→ What the exercise asks
State only how many lines below include the string "Курчатова".

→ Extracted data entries
***
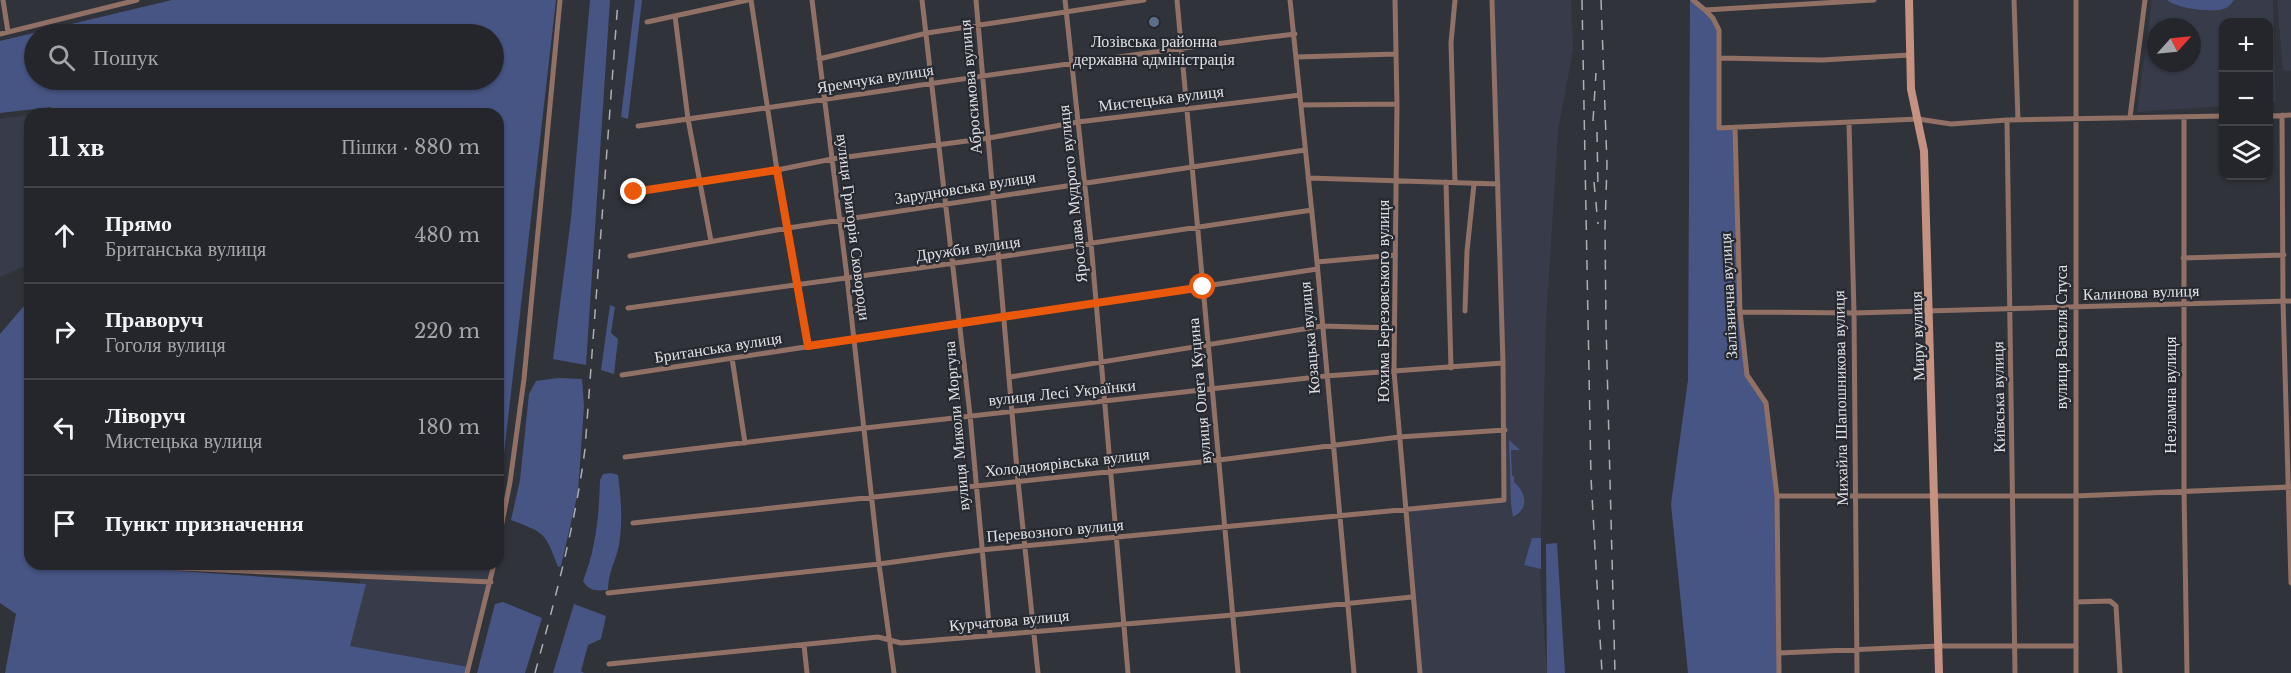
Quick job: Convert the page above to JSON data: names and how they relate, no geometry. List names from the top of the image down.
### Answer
{
  "streets": {
    "main road": ["Миру вулиця"],
    "street": [
      "Яремчука вулиця",
      "Абросимова вулиця",
      "Мистецька вулиця",
      "Зарудновська вулиця",
      "Ярослава Мудрого вулиця",
      "вулиця Григорія Сковороди",
      "Дружби вулиця",
      "Калинова вулиця",
      "Залізнична вулиця",
      "Юхима Березовського вулиця",
      "вулиця Василя Стуса",
      "Козацька вулиця",
      "Британська вулиця",
      "вулиця Олега Куцина",
      "вулиця Лесі Українки",
      "Незламна вулиця",
      "Київська вулиця",
      "Михайла Шапошникова вулиця",
      "вулиця Миколи Моргуна",
      "Холодноярівська вулиця",
      "Перевозного вулиця",
      "Курчатова вулиця"
    ]
  },
  "crossings": [
    ["Яремчука вулиця", "Абросимова вулиця"],
    ["Яремчука вулиця", "Ярослава Мудрого вулиця"],
    ["Яремчука вулиця", "вулиця Григорія Сковороди"],
    ["Яремчука вулиця", "Козацька вулиця"],
    ["Яремчука вулиця", "вулиця Олега Куцина"],
    ["Яремчука вулиця", "вулиця Миколи Моргуна"],
    ["Абросимова вулиця", "Мистецька вулиця"],
    ["Абросимова вулиця", "Зарудновська вулиця"],
    ["Абросимова вулиця", "Дружби вулиця"],
    ["Абросимова вулиця", "Британська вулиця"],
    ["Абросимова вулиця", "вулиця Лесі Українки"],
    ["Абросимова вулиця", "Холодноярівська вулиця"],
    ["Абросимова вулиця", "Перевозного вулиця"],
    ["Абросимова вулиця", "Курчатова вулиця"],
    ["Мистецька вулиця", "Ярослава Мудрого вулиця"],
    ["Мистецька вулиця", "вулиця Григорія Сковороди"],
    ["Мистецька вулиця", "Козацька вулиця"],
    ["Мистецька вулиця", "вулиця Олега Куцина"],
    ["Мистецька вулиця", "вулиця Миколи Моргуна"],
    ["Зарудновська вулиця", "Ярослава Мудрого вулиця"],
    ["Зарудновська вулиця", "вулиця Григорія Сковороди"],
    ["Зарудновська вулиця", "Козацька вулиця"],
    ["Зарудновська вулиця", "вулиця Олега Куцина"],
    ["Зарудновська вулиця", "вулиця Миколи Моргуна"],
    ["Ярослава Мудрого вулиця", "Дружби вулиця"],
    ["Ярослава Мудрого вулиця", "Британська вулиця"],
    ["Ярослава Мудрого вулиця", "вулиця Лесі Українки"],
    ["Ярослава Мудрого вулиця", "Холодноярівська вулиця"],
    ["Ярослава Мудрого вулиця", "Перевозного вулиця"],
    ["Ярослава Мудрого вулиця", "Курчатова вулиця"],
    ["вулиця Григорія Сковороди", "Дружби вулиця"],
    ["вулиця Григорія Сковороди", "Британська вулиця"],
    ["вулиця Григорія Сковороди", "вулиця Лесі Українки"],
    ["вулиця Григорія Сковороди", "Холодноярівська вулиця"],
    ["вулиця Григорія Сковороди", "Перевозного вулиця"],
    ["вулиця Григорія Сковороди", "Курчатова вулиця"],
    ["Дружби вулиця", "Козацька вулиця"],
    ["Дружби вулиця", "вулиця Олега Куцина"],
    ["Дружби вулиця", "вулиця Миколи Моргуна"],
    ["Калинова вулиця", "Залізнична вулиця"],
    ["Калинова вулиця", "Миру вулиця"],
    ["Калинова вулиця", "вулиця Василя Стуса"],
    ["Калинова вулиця", "Незламна вулиця"],
    ["Калинова вулиця", "Київська вулиця"],
    ["Калинова вулиця", "Михайла Шапошникова вулиця"],
    ["Юхима Березовського вулиця", "Британська вулиця"],
    ["Юхима Березовського вулиця", "вулиця Лесі Українки"],
    ["Юхима Березовського вулиця", "Холодноярівська вулиця"],
    ["Юхима Березовського вулиця", "Перевозного вулиця"],
    ["Юхима Березовського вулиця", "Курчатова вулиця"],
    ["Козацька вулиця", "Британська вулиця"],
    ["Козацька вулиця", "вулиця Лесі Українки"],
    ["Козацька вулиця", "Холодноярівська вулиця"],
    ["Козацька вулиця", "Перевозного вулиця"],
    ["Козацька вулиця", "Курчатова вулиця"],
    ["Британська вулиця", "вулиця Олега Куцина"],
    ["Британська вулиця", "вулиця Миколи Моргуна"],
    ["вулиця Олега Куцина", "вулиця Лесі Українки"],
    ["вулиця Олега Куцина", "Холодноярівська вулиця"],
    ["вулиця Олега Куцина", "Перевозного вулиця"],
    ["вулиця Олега Куцина", "Курчатова вулиця"],
    ["вулиця Лесі Українки", "вулиця Миколи Моргуна"],
    ["вулиця Миколи Моргуна", "Холодноярівська вулиця"],
    ["вулиця Миколи Моргуна", "Перевозного вулиця"],
    ["вулиця Миколи Моргуна", "Курчатова вулиця"],
    ["Холодноярівська вулиця", "Перевозного вулиця"]
  ],
  "places": ["Лозівська районна державна адміністрація"],
  "north": "top right",
  "page": {
    "map_buttons": ["+", "−"],
    "search": "Пошук",
    "heading": ["11 хв", "Пішки · 880 m"],
    "list": [
      ["Прямо", "Британська вулиця", "480 m"],
      ["Праворуч", "Гоголя вулиця", "220 m"],
      ["Ліворуч", "Мистецька вулиця", "180 m"],
      "Пункт призначення"
    ]
  }
}
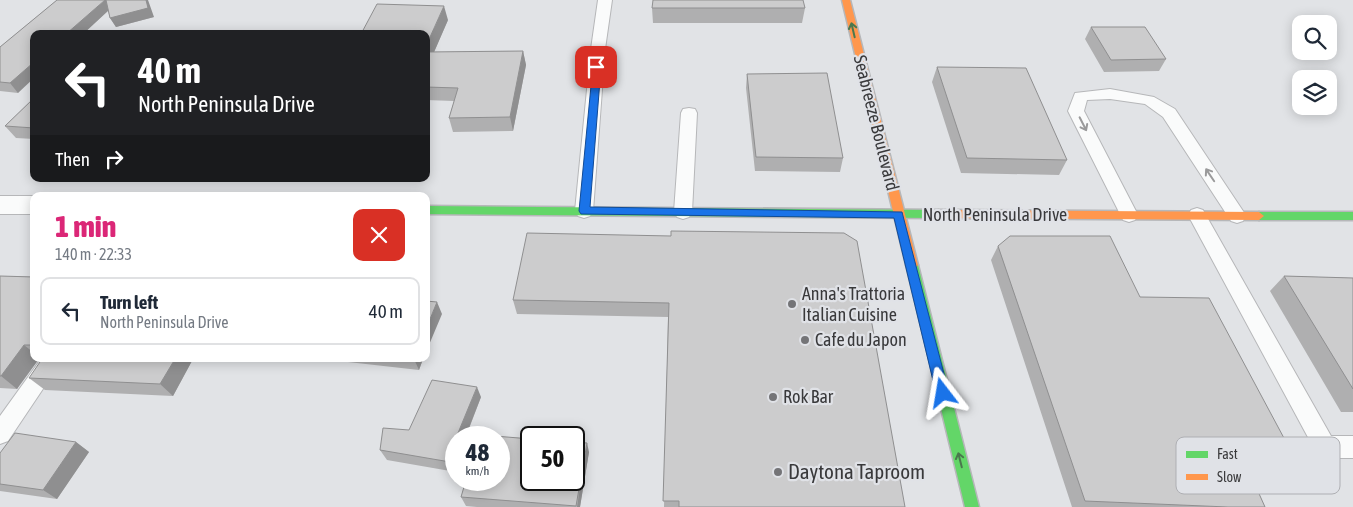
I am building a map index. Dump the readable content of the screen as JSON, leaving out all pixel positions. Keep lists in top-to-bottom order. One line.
{"streets":{"street":["Seabreeze Boulevard","North Peninsula Drive"]},"crossings":[["Seabreeze Boulevard","North Peninsula Drive"]],"one_way":["Seabreeze Boulevard"],"places":["Anna's Trattoria Italian Cuisine","Cafe du Japon","Rok Bar","Daytona Taproom"],"legend":["Fast","Slow"],"page":{"turn":["40 m","North Peninsula Drive"],"then":"Then","heading":["1 min","140 m · 22:33"],"list":[{"name":"Turn left","note":"North Peninsula Drive","value":"40 m"}],"speed":"48 km/h","limit":"50"}}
***
→ Result
8